Dünya ve Türkiye’de fikir akımları arasında en sivil özellikleri şahıslarında barındıran Risâle-i Nur gönüllülerinin dine ve maneviyata vukufiyetlerinin yanında, demokrat ve sivil yapıları ile Avrupa’nın meşrû ve sivil hayatına yapacağı büyük katkıları olacaktır.

Türkiye de insanların temel hak ve hürriyetleri uzun yıllar kısıtlanmıştır. AB’ye girmesi durumunda bilgi seviyesi yüksek bir toplulukla karşılaşacağından, hürriyetlerin daha geniş anlamda yaşanacağı bir dönem başlayacaktır. Böylece ülkemizin kalkınması yolunda önemli adımlar atılmasına sebep olacaktır.

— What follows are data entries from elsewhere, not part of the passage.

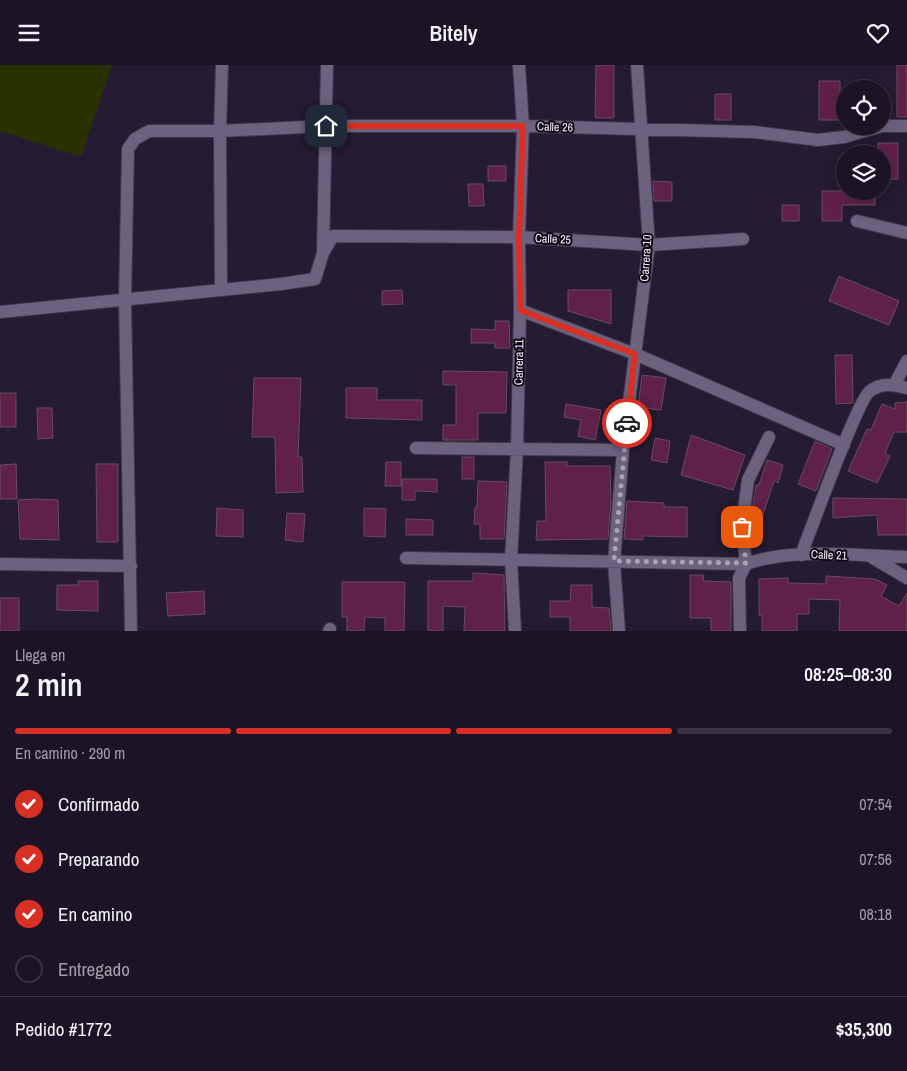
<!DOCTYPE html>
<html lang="es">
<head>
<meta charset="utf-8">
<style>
	:root { --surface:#1c1426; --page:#292132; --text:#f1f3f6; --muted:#a09ea7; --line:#3a3343; --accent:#d93025 }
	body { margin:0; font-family:"Archivo Narrow",sans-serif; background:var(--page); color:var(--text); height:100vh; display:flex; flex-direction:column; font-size:19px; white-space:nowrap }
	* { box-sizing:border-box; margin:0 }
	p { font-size:16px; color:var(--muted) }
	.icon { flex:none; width:28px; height:28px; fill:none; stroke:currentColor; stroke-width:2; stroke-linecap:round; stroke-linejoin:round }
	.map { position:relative; height:566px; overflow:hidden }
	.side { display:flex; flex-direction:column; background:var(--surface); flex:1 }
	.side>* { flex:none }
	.buttons { position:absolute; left:836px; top:15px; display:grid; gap:10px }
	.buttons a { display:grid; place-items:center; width:55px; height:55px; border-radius:50%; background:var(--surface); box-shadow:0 5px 20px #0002,0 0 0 1px var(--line); font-size:25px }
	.pin { position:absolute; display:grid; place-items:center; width:42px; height:42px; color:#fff; margin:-21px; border-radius:10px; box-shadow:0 2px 8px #0006 }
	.courier { position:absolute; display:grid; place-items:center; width:50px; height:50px; margin:-25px; border:4px solid #d93025; border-radius:50%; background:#fff; color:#222; box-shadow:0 1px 6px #0007 }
	.head em { font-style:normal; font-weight:600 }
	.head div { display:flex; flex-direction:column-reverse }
	.head { display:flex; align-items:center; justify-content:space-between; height:85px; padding:0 15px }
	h1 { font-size:32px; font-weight:600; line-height:38px }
	.bar { display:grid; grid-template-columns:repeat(4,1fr); gap:8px 5px; align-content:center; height:60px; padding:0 15px }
	.bar i { height:6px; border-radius:4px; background:var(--line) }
	.bar .active { background:var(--accent) }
	.bar p { grid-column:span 4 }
	.line { display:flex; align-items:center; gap:12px; padding:0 15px; border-top:1px solid var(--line) }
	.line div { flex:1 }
	ol { padding:0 15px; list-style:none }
	li { display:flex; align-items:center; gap:15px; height:55px }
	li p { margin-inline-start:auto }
	li .icon { padding:5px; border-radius:50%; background:var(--accent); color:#fff; stroke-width:4 }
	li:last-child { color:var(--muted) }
	li i { width:28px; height:28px; border:2px solid var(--line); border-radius:50% }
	header { display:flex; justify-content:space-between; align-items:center; height:65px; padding:0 15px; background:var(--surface); font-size:22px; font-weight:600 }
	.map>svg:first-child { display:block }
</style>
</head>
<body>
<header><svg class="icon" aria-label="menu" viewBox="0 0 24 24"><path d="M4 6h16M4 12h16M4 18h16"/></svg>Bitely<svg class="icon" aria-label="heart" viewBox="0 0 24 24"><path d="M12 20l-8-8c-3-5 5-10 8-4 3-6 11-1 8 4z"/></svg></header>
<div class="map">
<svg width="907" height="566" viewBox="0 0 907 566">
	<rect width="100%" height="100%" fill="#251b32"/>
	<path fill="#293100" d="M0 0H112L81 92 0 66Z"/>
	<path fill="#5f2049" stroke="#684c5c" d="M596 0H614V53H595Z
		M897 0H907V52H897Z
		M819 16H840V55H819Z
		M715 29H731V55H715Z
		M878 78H898V114H882V89H878Z
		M488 101H506V116H488Z
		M653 116 672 117V136H654Z
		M468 119H483L484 141H469Z
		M822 126H875V140H842V156H822Z
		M782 140H799V156H782Z
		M839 211 899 236 889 260 829 236Z
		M402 225 403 239 382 240V226Z
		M568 225H611V259L568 246Z
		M495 256H509L510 283H495V278H471V264L495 265Z
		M835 290H852L853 338 836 339Z
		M443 306 507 307 506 348H478V375H443V360H456V320H443Z
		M642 310 666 313 661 345 638 342Z
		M254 313H301L298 392H302L303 427 276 428 275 372H252Z
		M346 323H377V335H422V355L346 353Z
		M0 328H16V362H0Z
		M907 337V367H894L885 388 890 391 877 418 848 406 867 364 871 365 882 339 895 344V338Z
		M566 339 601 345 595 375 578 371 581 355 564 352Z
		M37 343H52L53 373 38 374Z
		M691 370 745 390 733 425 681 410Z
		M655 373 670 376 667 398 651 395Z
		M815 376 832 384 816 426 798 419Z
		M462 392H474V414H462Z
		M767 395 783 400 778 418 774 416 757 468 751 467 750 461 756 420H759Z
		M386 397H401V421H385Z
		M545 397H567V401H610L611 436 608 474 536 475 537 456H546Z
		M16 399 17 434H0V400Z
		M96 399H118V477H97Z
		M402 414H437V427L415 426V435H402Z
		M478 416 507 417 504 474H480V459H474L475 442H477Z
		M833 433 907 434V470H878L877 450 833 453Z
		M36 434 58 435 59 475 20 474 18 435Z
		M627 436 664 438V442H687V472L643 471V475L624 474Z
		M217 443 243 445V472L216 471Z
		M364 443 386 444 385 472 364 471Z
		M287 448 305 449 303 477 285 475Z
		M406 454 433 455V470H406Z
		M473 508 504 510 505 566H464L465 542 443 541V566H428V516H473Z
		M690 510H704L703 516 731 517V566H711V553H690Z
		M826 511 875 514 887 520 881 531 899 541 907 528V566H839L840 535 809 534V549H797V566H762V550H759V514L788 513V518L826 519Z
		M78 516H98V546L57 545V520H78Z
		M342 517H405L404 566H385V553L365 552 364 566H347V552H342Z
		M571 520H592V542L609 543 611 566H570V552H550V536H570Z
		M204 526 205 549 168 551 166 528Z
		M0 533H19V566H0Z"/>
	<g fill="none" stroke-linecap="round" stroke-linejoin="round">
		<g stroke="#40384b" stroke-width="14">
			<path id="street" d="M882 61H907
				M857 156 907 168
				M323 186 327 0
				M221 225 220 66 222 0
				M520 245 635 289 844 380
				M0 247 281 219 315 214 323 188 333 171 519 172 649 180 743 174
				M894 320 907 296
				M416 383 623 385
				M801 490C810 467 858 334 870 326 882 317 894 320 907 323
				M406 493 746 499C794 482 856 491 907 492
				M873 493 907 513
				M0 499 131 501
				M131 566 125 235 128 84 135 74 149 66H220L326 61H523L754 67 818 75 844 72 882 61
				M329 566 330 564
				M515 566 511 495 517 384 520 245 519 172 523 61 519 0
				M619 566 614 497 623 385 649 180 637 0
				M740 566 739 513 746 499 742 461 748 415 769 372"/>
		</g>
		<use href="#street" stroke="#6d627e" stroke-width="12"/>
	</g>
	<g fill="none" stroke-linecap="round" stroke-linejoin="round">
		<path stroke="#aaa3b5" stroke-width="5" stroke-dasharray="0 9" d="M627 358 614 496 746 498 742 462"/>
		<path stroke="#d93025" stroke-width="6" d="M326 61H523L519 172 520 245 635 289 627 358"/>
	</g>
	<g text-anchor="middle" stroke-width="4" stroke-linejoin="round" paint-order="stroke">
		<g font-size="12" fill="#f2ecfc" stroke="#0c0812">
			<text transform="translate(555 62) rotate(2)" y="4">Calle 26</text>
			<text transform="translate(553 174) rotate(3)" y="4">Calle 25</text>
			<text transform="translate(646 193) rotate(-86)" y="4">Carrera 10</text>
			<text transform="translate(519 297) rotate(-89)" y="4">Carrera 11</text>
			<text transform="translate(829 490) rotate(2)" y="4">Calle 21</text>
		</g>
	</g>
</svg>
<div class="buttons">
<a><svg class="icon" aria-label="locate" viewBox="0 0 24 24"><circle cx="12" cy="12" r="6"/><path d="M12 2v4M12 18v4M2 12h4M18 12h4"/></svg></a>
<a><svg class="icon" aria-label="layers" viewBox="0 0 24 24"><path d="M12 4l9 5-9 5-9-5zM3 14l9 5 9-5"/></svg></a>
</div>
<div class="pin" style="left:742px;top:462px;background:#ea580c"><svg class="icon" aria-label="bag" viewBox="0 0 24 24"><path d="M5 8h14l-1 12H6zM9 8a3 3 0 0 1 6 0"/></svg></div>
<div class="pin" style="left:326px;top:61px;background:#1f2937"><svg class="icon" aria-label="home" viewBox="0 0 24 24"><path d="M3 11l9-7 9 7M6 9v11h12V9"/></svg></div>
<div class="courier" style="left:627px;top:358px"><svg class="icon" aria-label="car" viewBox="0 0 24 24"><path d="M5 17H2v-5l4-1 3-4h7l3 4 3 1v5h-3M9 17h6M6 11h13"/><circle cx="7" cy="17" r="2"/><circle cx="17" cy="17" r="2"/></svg></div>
</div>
<section class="side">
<div class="head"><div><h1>2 min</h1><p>Llega en</p></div><em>08:25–08:30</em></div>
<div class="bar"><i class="active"></i><i class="active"></i><i class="active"></i><i></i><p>En camino · 290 m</p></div>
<ol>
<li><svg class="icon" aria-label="check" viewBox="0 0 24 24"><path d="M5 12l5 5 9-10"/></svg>Confirmado<p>07:54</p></li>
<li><svg class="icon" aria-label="check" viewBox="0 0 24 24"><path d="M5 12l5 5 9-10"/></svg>Preparando<p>07:56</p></li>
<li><svg class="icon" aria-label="check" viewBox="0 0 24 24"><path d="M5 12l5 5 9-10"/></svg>En camino<p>08:18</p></li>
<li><i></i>Entregado</li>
</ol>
<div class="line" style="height:65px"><div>Pedido #1772</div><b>$35,300</b></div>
</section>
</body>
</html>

Risâle-i Nur’da ise “Avrupa” kavramında medeniyet incelenmekte, kıyaslar ve karşılaştırmalar yapılmaktadır. Risâle-i Nur’da, aslında bir kıt’a adı olan “Avrupa” kavramı yerine, medeniyet tanımlaması öne çıkmaktadır. Risâle-i Nur bu anlamda Batı medeniyetinin ayrışması sonucu olumlu yönleri ile ittifak kuracak bir düşünceyi vermektedir. Bunun başarılması halinde sivil toplum kuruluşları bazında iş birliklerinin yolu açılacak ve eşit şartlarda birbirini kabullenmeye dayalı müzakere zeminleri gelişecektir. Risâle-i Nur gönüllülerinin, fikrî arka planı ve dînî hassasiyetleri ile makul yaklaşımları, bu geçiş sürecinde mukaddeslerin arkasına sığınılarak veya hamasetle mevcut cârî yapıyı koruyucu bütün bahanelere karşı müsbet Avrupa’dan yana demokratikleşmeye katkısını sürekli arttırmaktadır.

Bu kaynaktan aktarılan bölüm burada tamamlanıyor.